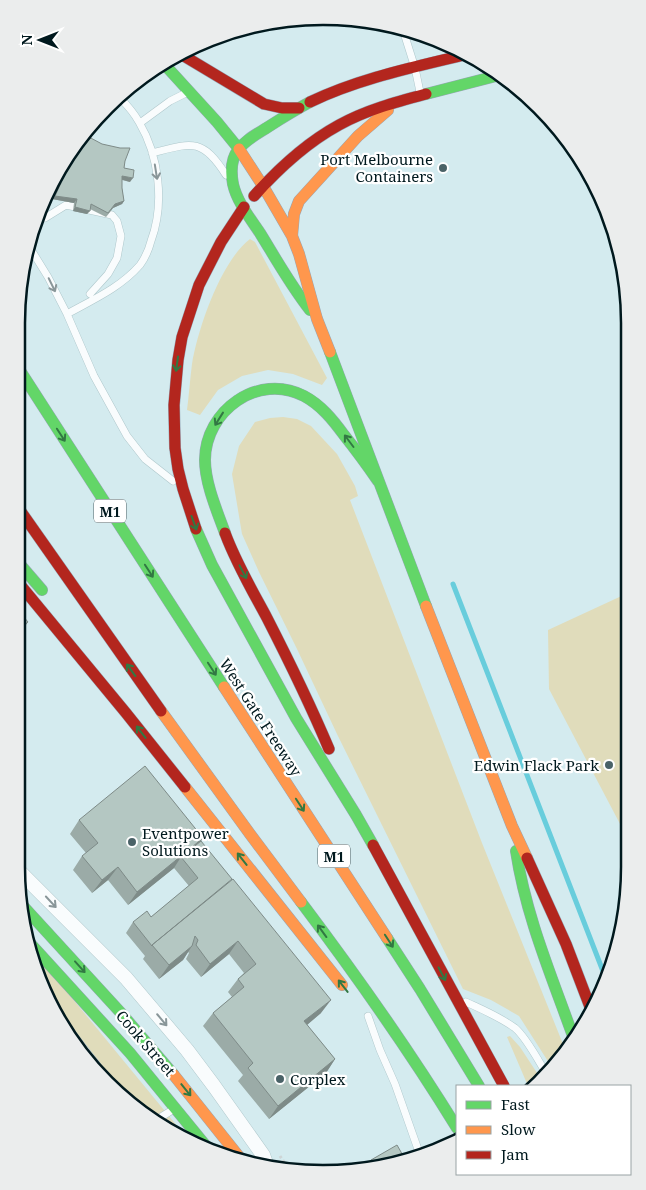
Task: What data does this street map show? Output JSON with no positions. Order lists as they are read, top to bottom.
{
  "streets": {
    "main road": ["M1", "West Gate Freeway", "Cook Street"]
  },
  "crossings": [
    ["M1", "West Gate Freeway"]
  ],
  "one_way": ["Cook Street"],
  "places": [
    "Port Melbourne Containers",
    "Edwin Flack Park",
    "Eventpower Solutions",
    "Corplex"
  ],
  "legend": ["Fast", "Slow", "Jam"],
  "north": "left"
}
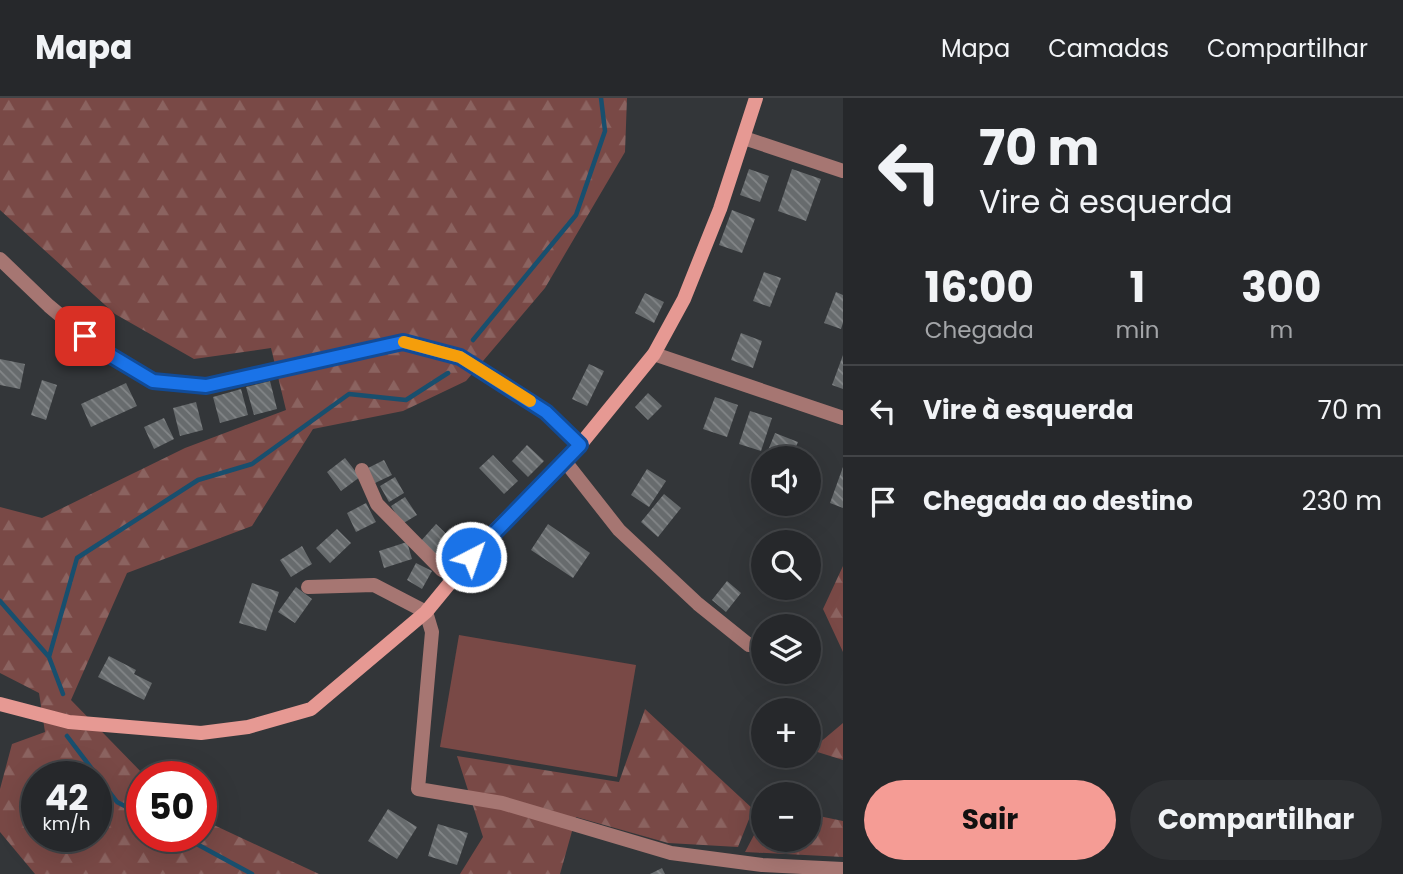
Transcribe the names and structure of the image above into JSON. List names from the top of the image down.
{
  "page": {
    "header": "Mapa",
    "nav": ["Mapa", "Camadas", "Compartilhar"],
    "turn": ["70 m", "Vire à esquerda"],
    "eta": [
      "16:00",
      "Chegada",
      "1",
      "min",
      "300",
      "m"
    ],
    "list": [
      {
        "name": "Vire à esquerda",
        "value": "70 m"
      },
      {
        "name": "Chegada ao destino",
        "value": "230 m"
      }
    ],
    "map_buttons": ["+", "−"],
    "speed": "42 km/h",
    "limit": "50",
    "buttons": ["Sair", "Compartilhar"]
  }
}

--- Problem to solve ---
Repeat the data exactly, excluding the pictures.

--- Reply to the exercise ---
Task: What data does this street map show? Output JSON with no positions. Order lists as they are read, top to bottom.
{
  "streets": {
    "main road": ["M1", "West Gate Freeway", "Cook Street"]
  },
  "crossings": [
    ["M1", "West Gate Freeway"]
  ],
  "one_way": ["Cook Street"],
  "places": [
    "Port Melbourne Containers",
    "Edwin Flack Park",
    "Eventpower Solutions",
    "Corplex"
  ],
  "legend": ["Fast", "Slow", "Jam"],
  "north": "left"
}
Transcribe the names and structure of the image above into JSON. List names from the top of the image down.
{
  "page": {
    "header": "Mapa",
    "nav": ["Mapa", "Camadas", "Compartilhar"],
    "turn": ["70 m", "Vire à esquerda"],
    "eta": [
      "16:00",
      "Chegada",
      "1",
      "min",
      "300",
      "m"
    ],
    "list": [
      {
        "name": "Vire à esquerda",
        "value": "70 m"
      },
      {
        "name": "Chegada ao destino",
        "value": "230 m"
      }
    ],
    "map_buttons": ["+", "−"],
    "speed": "42 km/h",
    "limit": "50",
    "buttons": ["Sair", "Compartilhar"]
  }
}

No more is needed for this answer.